Non le è mai stato dato un ultimatum dai suoi genitori: entri nei top players entro i vent' anni oppure ti rimetti a studiare?
«Mai. Il tennis è diventato una priorità molto presto ma i miei sono sempre rimasti tranquilli.Forse avevano la certezza che sarei riuscito a combinare qualcosa di buono. Da questo punto di vista sono fortunato: ho visto tanti genitori rovinare il divertimento del tennis ai figli, rendendolo un obbligo anziché un piacere. I miei, anzi, mi hanno sempre spinto a investire nei miei sogni. Mamma Sabrina l'ho ricompensata con la maturità da privatista, ci tenevo tanto anch' io».
È vero che, per scaramanzia, mamma, papà e nonna vedono le sue partite ognuno per conto suo?
«Solo le finali, sì. Avevano cominciato così e hanno coltivato l'abitudine. Babbo era al mare, non ha voluto vedere nemmeno un punto però aveva degli amici che lo tenevano informato. E alla fine l'hanno buttato in acqua!».
Se dovesse dire qual è stato il passaggio di crescita che le ha permesso il salto di qualità per vincere ad Amburgo, Lorenzo?
«Nella vita ognuno ha il suo percorso, anche imparare dagli errori e dalle cose negative è importante. In fondo, in campo io porto sempre me stesso: la persona, prima del tennista. Quello che ti forgia fuori, ti accompagna dappertutto.L'anno scorso mi ha cambiato molto».
L'exploit incompiuto al Roland Garros con Djokovic, poi una sfilza di uscite al primo turno (Giochi di Tokyo inclusi) e una delusione d'amore. Si cresce anche così.

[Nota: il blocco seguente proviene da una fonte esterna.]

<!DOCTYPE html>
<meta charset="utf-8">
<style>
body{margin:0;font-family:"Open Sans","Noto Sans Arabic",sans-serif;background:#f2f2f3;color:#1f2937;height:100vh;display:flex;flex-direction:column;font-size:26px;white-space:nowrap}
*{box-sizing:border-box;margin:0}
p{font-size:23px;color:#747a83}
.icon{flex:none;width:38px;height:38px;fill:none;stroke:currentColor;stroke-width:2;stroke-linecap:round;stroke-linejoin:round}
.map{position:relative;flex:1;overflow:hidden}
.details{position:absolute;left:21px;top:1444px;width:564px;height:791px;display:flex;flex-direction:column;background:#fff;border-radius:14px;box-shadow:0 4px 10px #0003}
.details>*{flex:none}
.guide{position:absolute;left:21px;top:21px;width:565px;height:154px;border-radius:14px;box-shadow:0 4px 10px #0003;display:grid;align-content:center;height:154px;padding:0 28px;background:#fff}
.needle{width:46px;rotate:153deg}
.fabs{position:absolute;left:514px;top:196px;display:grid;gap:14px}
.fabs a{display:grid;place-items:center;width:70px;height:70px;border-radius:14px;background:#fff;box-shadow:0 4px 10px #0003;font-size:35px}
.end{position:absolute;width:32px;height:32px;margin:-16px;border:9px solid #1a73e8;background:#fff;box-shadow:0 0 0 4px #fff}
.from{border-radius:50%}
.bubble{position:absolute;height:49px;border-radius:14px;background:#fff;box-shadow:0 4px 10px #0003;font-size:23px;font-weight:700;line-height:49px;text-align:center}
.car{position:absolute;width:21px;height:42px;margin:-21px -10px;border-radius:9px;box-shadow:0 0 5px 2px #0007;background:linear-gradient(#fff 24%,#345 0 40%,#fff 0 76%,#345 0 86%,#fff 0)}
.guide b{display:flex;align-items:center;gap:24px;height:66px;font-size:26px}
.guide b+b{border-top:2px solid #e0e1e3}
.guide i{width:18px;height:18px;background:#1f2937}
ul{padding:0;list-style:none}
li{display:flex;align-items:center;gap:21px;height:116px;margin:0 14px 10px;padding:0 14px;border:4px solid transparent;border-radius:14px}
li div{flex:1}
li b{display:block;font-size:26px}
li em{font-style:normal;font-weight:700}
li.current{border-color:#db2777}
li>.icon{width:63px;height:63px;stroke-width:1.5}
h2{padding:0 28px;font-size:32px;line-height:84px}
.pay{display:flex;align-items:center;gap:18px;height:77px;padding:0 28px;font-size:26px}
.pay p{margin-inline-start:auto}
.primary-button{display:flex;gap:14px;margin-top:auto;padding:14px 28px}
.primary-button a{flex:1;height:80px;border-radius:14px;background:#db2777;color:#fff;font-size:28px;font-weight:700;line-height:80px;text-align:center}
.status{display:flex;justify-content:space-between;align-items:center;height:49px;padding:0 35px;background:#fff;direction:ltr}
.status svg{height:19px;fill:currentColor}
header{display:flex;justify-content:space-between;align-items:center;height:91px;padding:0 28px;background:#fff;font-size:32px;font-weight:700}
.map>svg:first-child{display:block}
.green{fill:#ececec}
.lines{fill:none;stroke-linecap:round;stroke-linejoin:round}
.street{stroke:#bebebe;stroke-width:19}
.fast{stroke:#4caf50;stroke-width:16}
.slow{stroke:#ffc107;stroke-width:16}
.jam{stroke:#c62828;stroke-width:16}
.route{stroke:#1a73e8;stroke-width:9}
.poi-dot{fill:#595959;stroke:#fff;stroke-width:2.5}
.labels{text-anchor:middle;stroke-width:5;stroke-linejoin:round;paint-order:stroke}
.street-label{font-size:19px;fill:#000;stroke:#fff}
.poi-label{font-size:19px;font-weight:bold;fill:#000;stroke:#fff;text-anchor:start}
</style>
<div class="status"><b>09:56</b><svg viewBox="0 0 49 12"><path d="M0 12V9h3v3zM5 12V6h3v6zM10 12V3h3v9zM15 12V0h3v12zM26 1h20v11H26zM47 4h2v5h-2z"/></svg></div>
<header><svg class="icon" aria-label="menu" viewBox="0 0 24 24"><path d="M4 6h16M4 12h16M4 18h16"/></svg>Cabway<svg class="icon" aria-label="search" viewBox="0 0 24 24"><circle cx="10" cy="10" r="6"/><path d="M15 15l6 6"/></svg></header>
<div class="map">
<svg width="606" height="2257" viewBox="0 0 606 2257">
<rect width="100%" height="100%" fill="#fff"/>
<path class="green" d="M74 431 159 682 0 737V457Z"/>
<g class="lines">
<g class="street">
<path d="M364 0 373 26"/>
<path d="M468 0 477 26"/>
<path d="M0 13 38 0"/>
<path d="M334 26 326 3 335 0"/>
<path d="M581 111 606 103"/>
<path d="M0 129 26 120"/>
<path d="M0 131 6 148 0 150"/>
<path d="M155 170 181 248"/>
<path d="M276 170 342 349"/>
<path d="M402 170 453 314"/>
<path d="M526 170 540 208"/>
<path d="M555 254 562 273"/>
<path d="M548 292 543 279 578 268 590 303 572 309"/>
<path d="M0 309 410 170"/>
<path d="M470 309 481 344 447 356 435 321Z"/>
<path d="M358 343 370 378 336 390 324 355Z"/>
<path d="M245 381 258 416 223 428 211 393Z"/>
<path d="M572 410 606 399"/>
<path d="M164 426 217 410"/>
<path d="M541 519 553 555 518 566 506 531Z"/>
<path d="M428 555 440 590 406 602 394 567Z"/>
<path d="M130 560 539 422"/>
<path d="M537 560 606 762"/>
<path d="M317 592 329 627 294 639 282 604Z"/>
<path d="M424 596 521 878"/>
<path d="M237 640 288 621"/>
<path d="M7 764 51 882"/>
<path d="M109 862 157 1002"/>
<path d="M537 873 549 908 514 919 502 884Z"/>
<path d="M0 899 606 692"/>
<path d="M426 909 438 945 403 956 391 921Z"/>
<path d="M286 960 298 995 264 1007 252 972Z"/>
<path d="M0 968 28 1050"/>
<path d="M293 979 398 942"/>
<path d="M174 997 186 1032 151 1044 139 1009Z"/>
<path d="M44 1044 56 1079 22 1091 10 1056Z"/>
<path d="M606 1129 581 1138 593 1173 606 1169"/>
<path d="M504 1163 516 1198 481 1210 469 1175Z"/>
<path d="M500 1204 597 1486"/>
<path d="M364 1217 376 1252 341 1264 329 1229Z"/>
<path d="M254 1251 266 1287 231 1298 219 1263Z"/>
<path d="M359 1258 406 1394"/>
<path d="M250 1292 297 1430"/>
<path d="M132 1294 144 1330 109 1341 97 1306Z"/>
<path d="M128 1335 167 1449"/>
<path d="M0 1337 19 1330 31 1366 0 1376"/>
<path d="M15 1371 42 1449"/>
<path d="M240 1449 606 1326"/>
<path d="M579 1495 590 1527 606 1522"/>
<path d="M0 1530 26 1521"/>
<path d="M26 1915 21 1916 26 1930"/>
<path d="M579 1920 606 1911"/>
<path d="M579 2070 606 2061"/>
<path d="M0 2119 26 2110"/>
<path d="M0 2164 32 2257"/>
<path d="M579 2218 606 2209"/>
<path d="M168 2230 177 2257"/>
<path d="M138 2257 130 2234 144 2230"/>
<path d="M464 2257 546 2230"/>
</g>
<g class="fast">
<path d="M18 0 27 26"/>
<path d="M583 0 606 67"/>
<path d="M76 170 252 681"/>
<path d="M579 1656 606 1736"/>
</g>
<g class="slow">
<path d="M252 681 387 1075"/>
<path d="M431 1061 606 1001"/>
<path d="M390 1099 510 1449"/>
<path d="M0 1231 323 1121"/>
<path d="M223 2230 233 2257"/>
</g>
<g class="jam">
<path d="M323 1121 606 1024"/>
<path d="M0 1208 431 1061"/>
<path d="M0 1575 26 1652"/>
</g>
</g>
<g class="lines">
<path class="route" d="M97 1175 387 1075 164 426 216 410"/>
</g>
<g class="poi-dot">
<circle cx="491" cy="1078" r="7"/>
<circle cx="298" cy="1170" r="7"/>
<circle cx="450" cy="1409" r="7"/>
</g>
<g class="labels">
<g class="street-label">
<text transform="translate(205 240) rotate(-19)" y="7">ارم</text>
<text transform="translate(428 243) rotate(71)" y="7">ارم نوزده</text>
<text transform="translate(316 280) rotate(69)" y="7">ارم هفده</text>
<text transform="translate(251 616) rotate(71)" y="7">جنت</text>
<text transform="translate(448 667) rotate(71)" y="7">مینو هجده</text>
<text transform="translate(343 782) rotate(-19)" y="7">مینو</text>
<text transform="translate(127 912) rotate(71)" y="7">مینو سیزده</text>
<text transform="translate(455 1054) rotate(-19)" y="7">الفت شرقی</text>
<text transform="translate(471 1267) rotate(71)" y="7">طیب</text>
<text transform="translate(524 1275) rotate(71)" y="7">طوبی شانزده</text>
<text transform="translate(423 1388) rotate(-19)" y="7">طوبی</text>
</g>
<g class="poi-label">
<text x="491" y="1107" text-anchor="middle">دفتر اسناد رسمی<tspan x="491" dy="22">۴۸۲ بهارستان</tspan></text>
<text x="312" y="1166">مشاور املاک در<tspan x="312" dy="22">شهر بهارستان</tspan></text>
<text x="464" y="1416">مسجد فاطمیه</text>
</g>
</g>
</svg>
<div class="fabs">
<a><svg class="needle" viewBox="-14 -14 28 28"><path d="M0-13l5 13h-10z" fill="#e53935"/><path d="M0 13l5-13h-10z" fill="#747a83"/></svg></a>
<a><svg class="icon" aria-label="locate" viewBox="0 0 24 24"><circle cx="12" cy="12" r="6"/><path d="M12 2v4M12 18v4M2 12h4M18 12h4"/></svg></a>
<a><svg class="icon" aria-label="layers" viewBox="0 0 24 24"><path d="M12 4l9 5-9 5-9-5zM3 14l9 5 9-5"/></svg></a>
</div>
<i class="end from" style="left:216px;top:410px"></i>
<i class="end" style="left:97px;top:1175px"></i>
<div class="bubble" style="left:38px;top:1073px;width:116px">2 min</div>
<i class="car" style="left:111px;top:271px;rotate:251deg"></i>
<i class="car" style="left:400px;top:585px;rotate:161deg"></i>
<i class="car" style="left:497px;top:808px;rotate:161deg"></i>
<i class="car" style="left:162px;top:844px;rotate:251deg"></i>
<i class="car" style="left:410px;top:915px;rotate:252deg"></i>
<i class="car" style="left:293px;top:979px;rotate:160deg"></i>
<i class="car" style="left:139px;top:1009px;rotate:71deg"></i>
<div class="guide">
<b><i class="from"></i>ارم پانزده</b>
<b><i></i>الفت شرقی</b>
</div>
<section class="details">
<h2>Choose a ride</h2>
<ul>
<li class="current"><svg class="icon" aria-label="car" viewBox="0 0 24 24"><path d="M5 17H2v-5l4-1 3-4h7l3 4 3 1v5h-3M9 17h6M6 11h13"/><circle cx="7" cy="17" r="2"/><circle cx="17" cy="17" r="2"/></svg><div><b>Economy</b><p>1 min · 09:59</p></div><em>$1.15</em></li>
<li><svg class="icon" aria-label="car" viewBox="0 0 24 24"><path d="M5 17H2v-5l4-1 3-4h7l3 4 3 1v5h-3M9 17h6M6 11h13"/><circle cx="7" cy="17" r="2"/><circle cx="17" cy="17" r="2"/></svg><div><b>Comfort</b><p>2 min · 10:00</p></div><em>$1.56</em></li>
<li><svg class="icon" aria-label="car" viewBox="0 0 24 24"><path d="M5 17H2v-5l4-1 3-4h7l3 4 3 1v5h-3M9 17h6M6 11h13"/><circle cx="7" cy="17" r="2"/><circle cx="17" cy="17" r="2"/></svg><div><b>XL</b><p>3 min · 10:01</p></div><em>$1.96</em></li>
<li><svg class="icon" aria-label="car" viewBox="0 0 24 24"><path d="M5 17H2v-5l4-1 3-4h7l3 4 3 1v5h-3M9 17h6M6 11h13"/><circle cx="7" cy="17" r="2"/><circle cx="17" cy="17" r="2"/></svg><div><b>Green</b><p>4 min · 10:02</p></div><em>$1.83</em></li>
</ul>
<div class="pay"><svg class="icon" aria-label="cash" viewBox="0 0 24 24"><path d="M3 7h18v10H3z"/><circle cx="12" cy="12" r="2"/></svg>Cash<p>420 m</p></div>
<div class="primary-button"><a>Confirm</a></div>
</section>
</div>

«Un periodo difficile, un insieme di cose che si sono incrociate tra tennis e vita privata. È stata una stagione di alti e bassi, con i bassi che si sono prolungati troppo. Ho lavorato molto con pochi risultati: è stata dura, però bisogna avere pazienza. Mi ha aiutato lo psicologo, con cui ho scoperto e tirato fuori certi lati di me».
Il lato guerriero, per esempio, quello che le ha permesso di tenere viva l'Italia di Davis a Bratislava a marzo contro la Slovacchia.
«Un esordio in azzurro incredibile, pieno di difficoltà: sul 2-2, il c.t. Volandri mi ha chiesto di entrare in campo per conquistare il punto decisivo per partecipare al girone di Bologna. Una vittoria che ha fatto bene a me e alla squadra. L'esperienza in Davis, d'altronde, è fondamentale: i momenti di gruppo sono quelli che aiutano a crescere, la condivisione con Matteo e Jannik per me è importante».
È mai stato invidioso dei loro successi?
«Mai. Sono stato contento, anzi. Mi hanno spinto a fare di più e meglio, a darmi un traguardo, a non accontentarmi. Li devo ringraziare di essere arrivati prima, di avermi mantenuto in un cono d'ombra permettendomi di lavorare tranquillo e di avermi coinvolto emotivamente nelle loro vittorie. E credo che il nostro esempio stia facendo bene a tutto il movimento: Zeppieri e Agamenone in semifinale a Umago, Cobolli, Passaro e il giovane Nardi, che sta arrivando».
Il cappellino con la visiera all'indietro è una citazione? «Una necessità: nasce con i capelli lunghi, alla Borg, è una questione di vita o di morte. Ho provato anche bandana e coda, ma non funzionano altrettanto bene».
Lo Slam dei sogni?
«Wimbledon ha un fascino ineguagliabile, ma dovessi vincere il prossimo, l'Open degli Stati Uniti, andrebbe bene lo stesso!».
Un grande ex come super-coach da affiancare all'allenatore storico è uno scenario che potrebbe riguardarla?
«Non è una tappa obbligatoria, dal mio punto di vista. Ho già un aiuto in più da Umberto Rianna, tecnico federale, una collaborazione che intendo coltivare sempre di più».
Anche se si rendesse libero un certo Roger Federer, idolo d'infanzia?
«Volentieri ma credo di non potermi permettere di sostenere il suo salario...».
E l'amore, Lorenzo, a 20 anni vissuti a trecento all'ora è un dettaglio o una priorità? «Credo nel colpo di fulmine: non ho una donna ideale, mi piace la classica bellezza mediterranea ma mi deve colpire fin da subito. Sono più un tipo da intuizioni, che da ragionamenti».